Stored data

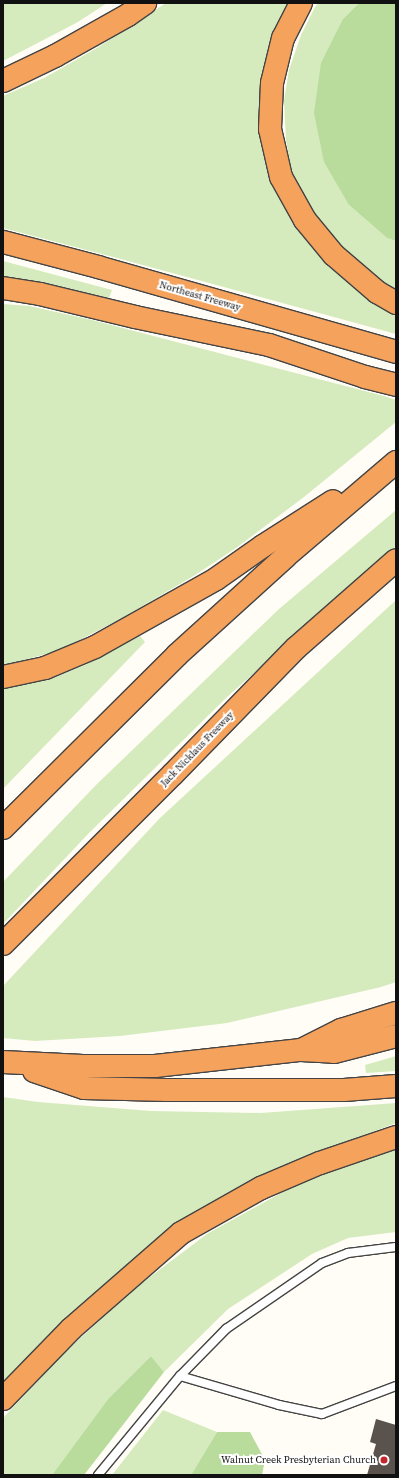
<!DOCTYPE html>
<html>
<head>
<meta charset="utf-8">
<style>
  body { margin:0 }
  #map { position:relative; width:399px; height:1478px; overflow:hidden; background:#fffdf5; font-family:"Source Serif 4",serif }
  div>[style] { position:absolute }
  .green>* { inset:0; background:#d5ebbd }
  .forest>* { inset:0; background:#b9dc9c }
  .building>* { inset:0; background:#5a524d }
  .roads { filter:drop-shadow(1px 0 #444) drop-shadow(-1px 0 #444) drop-shadow(0 1px #444) drop-shadow(0 -1px #444) }
  .lane>* { height:8px; margin:-4px; padding:0 4px; transform-origin:4px; border-radius:4px; background:#fff }
  .highway>* { height:22px; margin:-11px; padding:0 11px; transform-origin:11px; border-radius:11px; background:#f5a25d }
  .dots>* { width:11px; height:11px; translate:-50% -50%; box-sizing:border-box; border:2px solid #fff; border-radius:50% }
  span { translate:-50% -50%; white-space:nowrap; text-align:center; line-height:1.15; -webkit-text-stroke:4px #fff; paint-order:stroke }
  .street-label { font-size:10px; color:#111 }
  .poi-label { font-size:10px; color:#111 }
  .right { translate:-100% -50%; text-align:right }
  .frame { position:absolute; inset:0; border:4px solid #111; pointer-events:none }
</style>
</head>
<body>
<div id="map">
  <div class="green">
    <div style="clip-path:polygon(3px 3px,107px 3px,78px 22px,3px 61px)"></div>
    <div style="clip-path:polygon(166px 3px,291px 3px,267px 58px,259px 96px,260px 127px,308px 240px,334px 270px,364px 293px,396px 311px,396px 334px,117px 258px,3px 228px,3px 96px,44px 78px,97px 48px)"></div>
    <div style="clip-path:polygon(319px 3px,359px 3px,343px 19px,349px 205px,387px 238px,396px 241px,396px 290px,363px 268px,335px 240px,306px 203px,293px 180px,286px 140px,284px 101px,289px 70px,301px 35px,315px 7px)"></div>
    <div style="clip-path:polygon(3px 261px,112px 290px,109px 298px,39px 282px,3px 279px)"></div>
    <div style="clip-path:polygon(3px 304px,29px 306px,92px 320px,384px 396px,396px 400px,396px 422px,304px 497px,236px 548px,195px 575px,124px 617px,60px 650px,3px 666px)"></div>
    <div style="clip-path:polygon(396px 510px,396px 546px,227px 697px,89px 833px,3px 924px,3px 882px,96px 785px,279px 609px)"></div>
    <div style="clip-path:polygon(396px 600px,396px 982px,381px 987px,227px 1023px,120px 1036px,35px 1041px,3px 1038px,3px 986px,160px 818px)"></div>
    <div style="clip-path:polygon(140px 636px,145px 642px,3px 789px,3px 688px,56px 677px,85px 665px)"></div>
    <div style="clip-path:polygon(396px 1056px,396px 1071px,366px 1073px,365px 1065px)"></div>
    <div style="clip-path:polygon(3px 1097px,38px 1102px,151px 1111px,261px 1113px,396px 1103px,396px 1123px,332px 1147px,264px 1180px,3px 1387px)"></div>
    <div style="clip-path:polygon(396px 1147px,396px 1232px,348px 1238px,312px 1254px,228px 1309px,164px 1372px,151px 1356px,108px 1399px,52px 1475px,3px 1475px,3px 1418px,65px 1352px,138px 1286px,207px 1234px,299px 1183px,358px 1159px)"></div>
    <div style="clip-path:polygon(163px 1410px,217px 1432px,191px 1475px,112px 1475px)"></div>
  </div>
  <div class="forest">
    <div style="clip-path:polygon(359px 3px,396px 3px,396px 241px,387px 238px,349px 205px,324px 162px,314px 113px,321px 63px,343px 19px)"></div>
    <div style="clip-path:polygon(151px 1356px,164px 1372px,84px 1475px,52px 1475px,108px 1399px)"></div>
    <div style="clip-path:polygon(217px 1432px,250px 1432px,265px 1460px,262px 1475px,191px 1475px)"></div>
  </div>
  <div class="building">
    <div style="clip-path:polygon(376px 1419px,396px 1425px,396px 1475px,367px 1475px,376px 1444px,370px 1442px)"></div>
  </div>
  <div class="roads">
    <div class="lane">
      <div style="left:180px;top:1376px;width:103px;rotate:16.3deg"></div>
      <div style="left:279px;top:1405px;width:44px;rotate:11.8deg"></div>
      <div style="left:322px;top:1414px;width:79px;rotate:-20.7deg"></div>
      <div style="left:98px;top:1475px;width:129px;rotate:-50.4deg"></div>
      <div style="left:180px;top:1376px;width:66px;rotate:-45.6deg"></div>
      <div style="left:226px;top:1329px;width:116px;rotate:-34.5deg"></div>
      <div style="left:322px;top:1263px;width:28px;rotate:-21deg"></div>
      <div style="left:348px;top:1253px;width:48px;rotate:-7.1deg"></div>
    </div>
    <div class="highway">
      <div style="left:301px;top:3px;width:39px;rotate:117deg"></div>
      <div style="left:283px;top:38px;width:46px;rotate:103.7deg"></div>
      <div style="left:272px;top:83px;width:46px;rotate:92.5deg"></div>
      <div style="left:270px;top:129px;width:49px;rotate:77.1deg"></div>
      <div style="left:281px;top:177px;width:49px;rotate:60.8deg"></div>
      <div style="left:305px;top:220px;width:45px;rotate:50.4deg"></div>
      <div style="left:334px;top:255px;width:57px;rotate:40.7deg"></div>
      <div style="left:377px;top:292px;width:22px;rotate:30deg"></div>
      <div style="left:3px;top:81px;width:58px;rotate:-25.7deg"></div>
      <div style="left:55px;top:56px;width:84px;rotate:-29.3deg"></div>
      <div style="left:128px;top:15px;width:21px;rotate:-35deg"></div>
      <div style="left:3px;top:242px;width:98px;rotate:14.7deg"></div>
      <div style="left:98px;top:267px;width:310px;rotate:15.9deg"></div>
      <div style="left:3px;top:288px;width:37px;rotate:9deg"></div>
      <div style="left:40px;top:294px;width:98px;rotate:13.6deg"></div>
      <div style="left:135px;top:317px;width:137px;rotate:11.8deg"></div>
      <div style="left:269px;top:345px;width:101px;rotate:18.4deg"></div>
      <div style="left:365px;top:377px;width:32px;rotate:14deg"></div>
      <div style="left:3px;top:677px;width:43px;rotate:-12.1deg"></div>
      <div style="left:45px;top:668px;width:54px;rotate:-22.8deg"></div>
      <div style="left:95px;top:647px;width:139px;rotate:-29.3deg"></div>
      <div style="left:216px;top:579px;width:57px;rotate:-35.1deg"></div>
      <div style="left:263px;top:546px;width:83px;rotate:-32.7deg"></div>
      <div style="left:3px;top:828px;width:245px;rotate:-44.8deg"></div>
      <div style="left:177px;top:655px;width:147px;rotate:-42.2deg"></div>
      <div style="left:286px;top:556px;width:145px;rotate:-40.5deg"></div>
      <div style="left:3px;top:944px;width:240px;rotate:-45deg"></div>
      <div style="left:173px;top:774px;width:176px;rotate:-45.7deg"></div>
      <div style="left:296px;top:648px;width:133px;rotate:-41.3deg"></div>
      <div style="left:301px;top:1050px;width:45px;rotate:-26.6deg"></div>
      <div style="left:341px;top:1030px;width:58px;rotate:-17.2deg"></div>
      <div style="left:3px;top:1062px;width:80px;rotate:2.9deg"></div>
      <div style="left:83px;top:1066px;width:72px"></div>
      <div style="left:155px;top:1066px;width:147px;rotate:-6.3deg"></div>
      <div style="left:301px;top:1050px;width:33px;rotate:3deg"></div>
      <div style="left:334px;top:1052px;width:64px;rotate:-14.5deg"></div>
      <div style="left:34px;top:1071px;width:53px;rotate:18.8deg"></div>
      <div style="left:84px;top:1088px;width:83px;rotate:1.4deg"></div>
      <div style="left:167px;top:1090px;width:177px"></div>
      <div style="left:344px;top:1090px;width:52px;rotate:-4.4deg"></div>
      <div style="left:3px;top:1399px;width:98px;rotate:-45.8deg"></div>
      <div style="left:71px;top:1329px;width:146px;rotate:-41.1deg"></div>
      <div style="left:181px;top:1233px;width:92px;rotate:-29.4deg"></div>
      <div style="left:261px;top:1188px;width:64px;rotate:-23deg"></div>
      <div style="left:320px;top:1163px;width:80px;rotate:-18.9deg"></div>
    </div>
  </div>
  <div class="dots">
    <div style="left:384px;top:1460px;background:#c4262e"></div>
  </div>
  <div class="street-label">
    <span style="left:200px;top:296px;rotate:16deg">Northeast Freeway</span>
    <span style="left:197px;top:749px;rotate:-46deg">Jack Nicklaus Freeway</span>
  </div>
  <div class="poi-label">
    <span class="right" style="left:376px;top:1460px">Walnut Creek Presbyterian Church</span>
  </div>
  <div class="frame"></div>
</div>
</body>
</html>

◆ Required work
All pictures are to be skipped; the lines from the first line of the records through the line containing "translate:-100% -50%; text-align:right" are to be repeated exactly, both ends included.

◆ Task response
<!DOCTYPE html>
<html>
<head>
<meta charset="utf-8">
<style>
  body { margin:0 }
  #map { position:relative; width:399px; height:1478px; overflow:hidden; background:#fffdf5; font-family:"Source Serif 4",serif }
  div>[style] { position:absolute }
  .green>* { inset:0; background:#d5ebbd }
  .forest>* { inset:0; background:#b9dc9c }
  .building>* { inset:0; background:#5a524d }
  .roads { filter:drop-shadow(1px 0 #444) drop-shadow(-1px 0 #444) drop-shadow(0 1px #444) drop-shadow(0 -1px #444) }
  .lane>* { height:8px; margin:-4px; padding:0 4px; transform-origin:4px; border-radius:4px; background:#fff }
  .highway>* { height:22px; margin:-11px; padding:0 11px; transform-origin:11px; border-radius:11px; background:#f5a25d }
  .dots>* { width:11px; height:11px; translate:-50% -50%; box-sizing:border-box; border:2px solid #fff; border-radius:50% }
  span { translate:-50% -50%; white-space:nowrap; text-align:center; line-height:1.15; -webkit-text-stroke:4px #fff; paint-order:stroke }
  .street-label { font-size:10px; color:#111 }
  .poi-label { font-size:10px; color:#111 }
  .right { translate:-100% -50%; text-align:right }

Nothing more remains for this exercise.